Prep 15 mins
Cook 15 mins
This recipe is adapted from the Barefoot Contessa. Though summer is the best time for sweet and juicy berries, this recipe works throughout the year, making not-so-ripe berries delicioso!!
- Over medium heat, bring 1/4 cup balsamic vinegar to simmer until reduced to thin syrup consistency(about 15 minutes). It should coat the back of a spoon.
- Remove reduction from heat to cool.
- In a large bowl gently mix fruit, careful not to smash raspberries.
- Add 2 tablespoons of the cooled vinegar reduction and sugar to fruit.
- Stir to coat, again careful not to smash berries.
- Cover and place in refrigerator for 30 - 45 minutes.
- May be served plain in small bowl or with a dollop of Cool Whip, or as a topping spooned over plain cake or ice cream.
This was a really good berry salad that I made for my sister's italian themed birthday party.

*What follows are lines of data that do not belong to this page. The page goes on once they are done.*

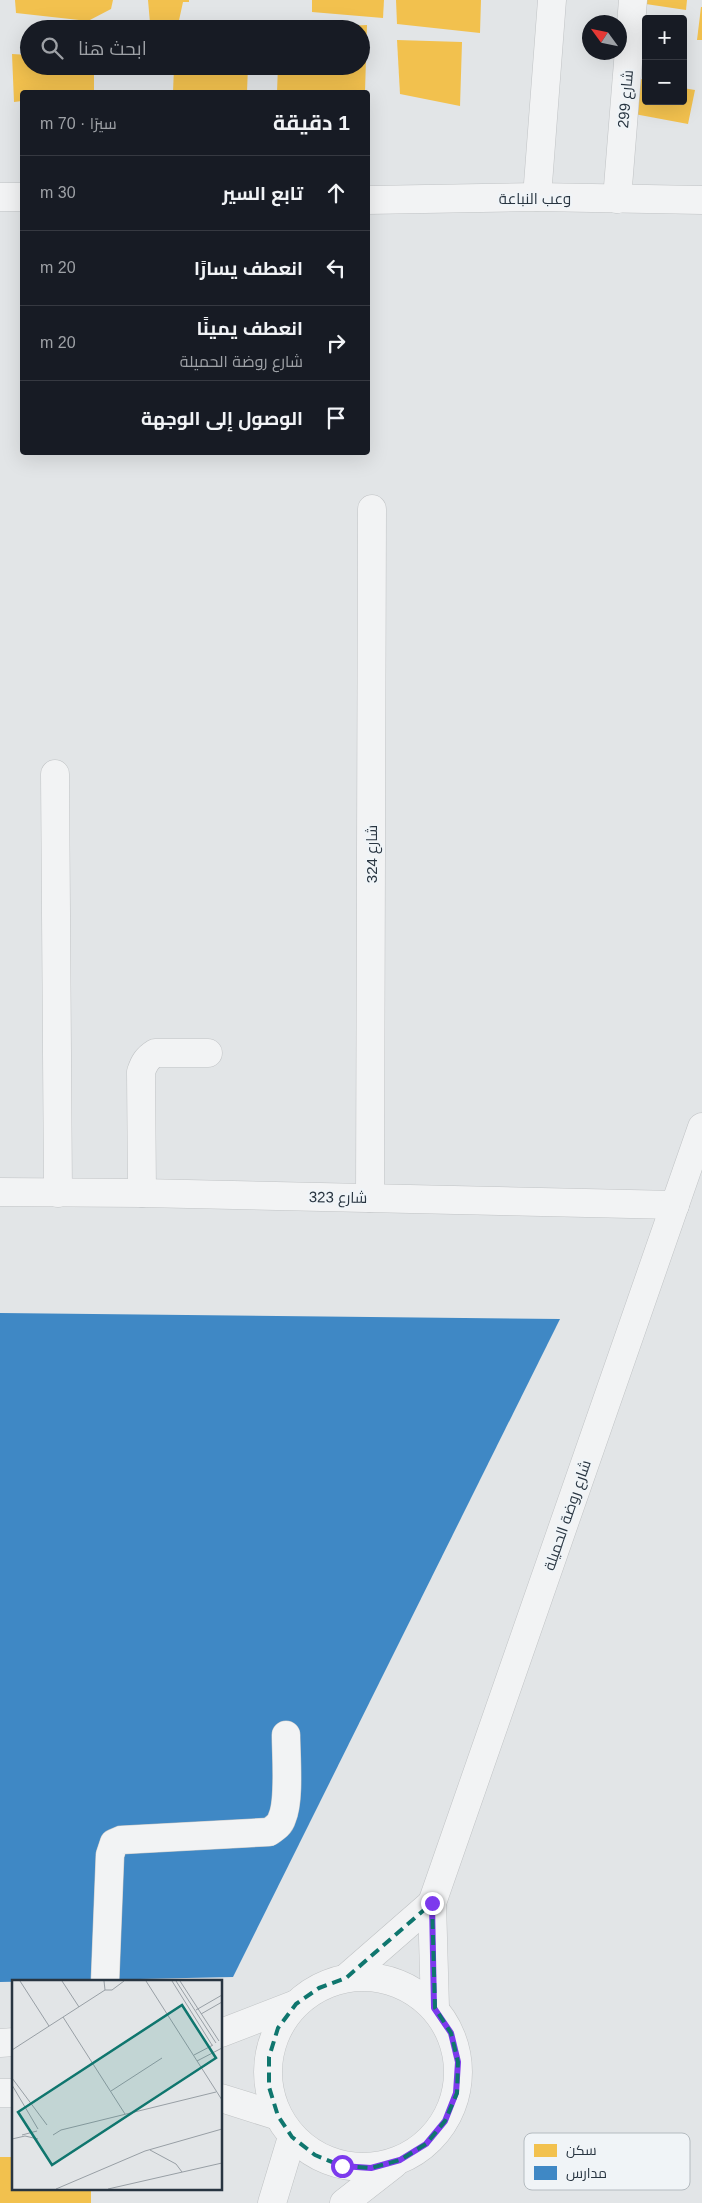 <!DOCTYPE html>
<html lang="ar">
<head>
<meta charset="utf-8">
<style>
  :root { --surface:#171b24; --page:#20242c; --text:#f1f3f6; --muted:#9ea1a6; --line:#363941 }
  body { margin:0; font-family:Helvetica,Cairo,sans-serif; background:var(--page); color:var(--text); direction:rtl }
  .controls { position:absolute; right:15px; top:15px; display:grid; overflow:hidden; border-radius:5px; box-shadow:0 5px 20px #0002 }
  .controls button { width:45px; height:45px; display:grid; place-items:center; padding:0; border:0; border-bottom:1px solid var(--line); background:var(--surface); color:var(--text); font:25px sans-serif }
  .compass { position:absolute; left:582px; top:15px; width:45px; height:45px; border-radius:50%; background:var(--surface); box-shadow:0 5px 20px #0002; rotate:303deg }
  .stop { position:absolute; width:15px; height:15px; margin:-11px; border:4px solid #7c3aed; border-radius:50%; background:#fff }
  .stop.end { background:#7c3aed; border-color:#fff; box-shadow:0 1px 5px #0008 }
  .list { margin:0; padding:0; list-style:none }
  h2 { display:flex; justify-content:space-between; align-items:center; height:65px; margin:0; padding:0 20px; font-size:21px }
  h2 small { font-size:16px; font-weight:400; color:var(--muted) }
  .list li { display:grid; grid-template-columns:32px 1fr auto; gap:15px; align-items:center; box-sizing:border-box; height:75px; padding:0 20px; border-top:1px solid var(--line) }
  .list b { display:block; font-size:19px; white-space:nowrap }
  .list p { margin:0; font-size:16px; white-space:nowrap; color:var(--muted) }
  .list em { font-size:16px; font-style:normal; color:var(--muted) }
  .icon { flex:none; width:28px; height:28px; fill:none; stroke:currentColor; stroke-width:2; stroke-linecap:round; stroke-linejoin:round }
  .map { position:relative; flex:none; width:702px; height:2203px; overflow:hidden; direction:ltr }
  .search { position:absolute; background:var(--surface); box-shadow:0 5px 20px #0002; left:20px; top:20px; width:350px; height:55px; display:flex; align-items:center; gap:12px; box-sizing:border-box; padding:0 18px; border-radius:28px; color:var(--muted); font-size:19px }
  .panel { position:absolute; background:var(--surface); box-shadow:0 5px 20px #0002; left:20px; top:90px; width:350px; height:365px; border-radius:5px; direction:rtl }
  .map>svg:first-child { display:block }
  .homes { fill:#f2c14e }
  .schools { fill:#3f88c5 }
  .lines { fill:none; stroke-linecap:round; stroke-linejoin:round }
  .minor-casing { stroke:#c0c3c5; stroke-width:29 }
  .minor { stroke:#f2f3f4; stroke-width:28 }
  .route { stroke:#7c3aed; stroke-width:6 }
  .marked { fill:none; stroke:#0f766e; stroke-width:4; stroke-dasharray:10 6; stroke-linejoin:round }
  .labels { text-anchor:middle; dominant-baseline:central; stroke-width:5; stroke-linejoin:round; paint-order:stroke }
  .street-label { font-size:15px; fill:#283541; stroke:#f0f4f7 }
  .inset-road { fill:none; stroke:#989fa5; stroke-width:1 }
  .view { fill:#0f766e; fill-opacity:0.15; stroke:#0f766e; stroke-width:2.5 }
  .inset-edge { fill:none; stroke:#283541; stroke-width:2.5 }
  .key { fill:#f0f4f7; stroke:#b4bbc0; stroke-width:1 }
  .key-label { font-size:14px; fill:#283541 }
</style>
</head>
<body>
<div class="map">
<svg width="702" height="2203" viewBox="0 0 702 2203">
  <rect width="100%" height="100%" fill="#e2e5e7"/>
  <g class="homes">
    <polygon points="15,0 113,0 111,9 88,21 16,13"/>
    <polygon points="148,0 189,0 189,2 183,2 178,25 150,23"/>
    <polygon points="312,0 384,0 383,18 312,12"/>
    <polygon points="396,0 481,0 480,33 397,24"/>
    <polygon points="640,0 687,0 686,10 639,3"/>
    <polygon points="701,7 702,7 702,40 697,40"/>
    <polygon points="367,25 365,92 277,92 278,66 361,66 361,29 317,29 319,27"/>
    <polygon points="397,40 462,42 460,106 400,94"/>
    <polygon points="12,54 29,55 29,66 94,66 94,92 22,92 22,101 14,102"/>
    <polygon points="176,66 248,66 247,92 173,92 174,68"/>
    <polygon points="635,78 646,80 646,101 683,101 683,88 695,90 688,124 629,113"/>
    <polygon points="38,1483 221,1483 215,1619 35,1612"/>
    <polygon points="0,2157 14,2157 14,2189 91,2189 91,2203 0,2203"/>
  </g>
  <polygon class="schools" points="0,1313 560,1319 233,1977 0,1982"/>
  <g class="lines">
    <g class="minor-casing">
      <g id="minor">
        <polyline points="0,197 22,197"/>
        <polyline points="537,197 552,0"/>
        <polyline points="617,199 633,0"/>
        <polyline points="368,200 537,197 702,200"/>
        <polyline points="55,774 58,1193"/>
        <polyline points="0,1192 142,1193 675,1205"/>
        <path d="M142 1193 141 1072C144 1063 147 1058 155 1053H208"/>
        <polyline points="370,1198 372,509"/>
        <circle cx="363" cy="2072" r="95"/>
        <polyline points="346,1978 432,1903"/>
        <path d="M105 1982 110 1855 114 1843 121 1840 269 1832C275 1828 280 1825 282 1818 290 1800 286 1756 286 1735"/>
        <polyline points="435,2008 432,1903 702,1127"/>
        <polyline points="221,2033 296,2004"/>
        <polyline points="0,2043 14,2042"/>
        <polyline points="0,2093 14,2093"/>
        <polyline points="221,2098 278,2116"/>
        <polyline points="272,2203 292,2137"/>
        <polyline points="344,2203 394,2164"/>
      </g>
    </g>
    <use href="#minor" class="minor"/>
  </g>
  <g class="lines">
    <polyline class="route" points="342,2166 371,2168 400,2160 426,2144 445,2121 456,2093 458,2062 451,2033 434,2008 432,1903"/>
  </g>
  <path class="marked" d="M432 1903 435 2008 451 2033 458 2062 457 2093 445 2121 426 2144 400 2160 371 2168 342 2166 315 2155 292 2137 278 2116 269 2087V2057L278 2028 296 2004 319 1988 346 1978Z"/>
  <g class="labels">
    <g class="street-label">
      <text transform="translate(625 99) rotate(-85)">شارع 299</text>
      <text x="535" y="198">وعب النباعة</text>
      <text transform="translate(371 854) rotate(-90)">شارع 324</text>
      <text transform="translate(338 1197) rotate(1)">شارع 323</text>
      <text transform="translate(567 1515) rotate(-71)">شارع روضة الحميلة</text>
    </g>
  </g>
  <g transform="translate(12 1980)">
    <rect width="210" height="210" fill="#e2e5e7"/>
    <path class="inset-road" d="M8 1 37 46M50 1 67 27M134 1 210 120M160 1 200 65M164 1 204 63M168 1 207 61M93 10H100L112 1M184 30 210 15M189 34 210 22M51 37 113 134M0 70 93 10 92 1M182 75 201 65M185 81 210 68M0 98 35 145M0 105 26 149M99 111 150 78M10 155 25 151M41 155 49 150 204 112M0 159 13 156 26 159M138 170 164 184 170 192M44 209 133 171 210 149M96 209 210 183"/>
    <path class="view" d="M170 25 204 78 40 185 6 132Z"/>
    <rect width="210" height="210" class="inset-edge"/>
  </g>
  <rect x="524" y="2133" width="166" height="57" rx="8" class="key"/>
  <rect x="534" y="2144" width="23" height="13" fill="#f2c14e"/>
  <rect x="534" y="2166" width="23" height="14" fill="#3f88c5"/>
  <g class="key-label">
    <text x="566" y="2155">سكن</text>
    <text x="566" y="2178">مدارس</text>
  </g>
</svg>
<div class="controls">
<button>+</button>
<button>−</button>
</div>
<svg class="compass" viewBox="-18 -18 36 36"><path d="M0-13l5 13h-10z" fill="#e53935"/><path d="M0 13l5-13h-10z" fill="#9ea1a6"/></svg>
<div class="stop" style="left:342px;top:2166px"></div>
<div class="stop end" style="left:432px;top:1903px"></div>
<div class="search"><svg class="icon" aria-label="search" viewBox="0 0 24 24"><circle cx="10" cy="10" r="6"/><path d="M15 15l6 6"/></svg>ابحث هنا</div>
<section class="panel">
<h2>1 دقيقة<small>سيرًا · 70 m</small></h2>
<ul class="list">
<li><svg class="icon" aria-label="ahead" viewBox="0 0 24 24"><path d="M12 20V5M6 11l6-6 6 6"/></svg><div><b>تابع السير</b></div><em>30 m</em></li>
<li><svg class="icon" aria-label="left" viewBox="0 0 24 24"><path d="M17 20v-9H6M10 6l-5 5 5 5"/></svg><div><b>انعطف يسارًا</b></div><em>20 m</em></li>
<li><svg class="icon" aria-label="right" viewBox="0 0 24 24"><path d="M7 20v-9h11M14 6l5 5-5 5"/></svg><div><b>انعطف يمينًا</b><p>شارع روضة الحميلة</p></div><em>20 m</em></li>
<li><svg class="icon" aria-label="arrive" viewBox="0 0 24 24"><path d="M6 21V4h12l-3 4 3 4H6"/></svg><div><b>الوصول إلى الوجهة</b></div></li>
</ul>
</section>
</div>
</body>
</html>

The balsamic vinegar, I found, cooled very fast and really didn't need to be cooled at all. Because if I left it for a while it would harden and then I had to reheat it. I found that I just had to pour it straight over the berries right away. I found that with it cooling in the fridge and the combination of sugar and balsamic vinegar created a lovely juice in addition to the berries. We served this with Cool Whip and sorbet/gelato. Thanks!
This was great! I served it for a dinner party, with ice cream. Everyone loved it.
You have posted a winner again!! Great. I have to use mixed berries which are frozen, thawed and drained. This is very easy to prepare and serve.I will make again with frozen berries and I am sure when fresh berries are available it will be another "taste sensation" Thanks CeCe for Posting.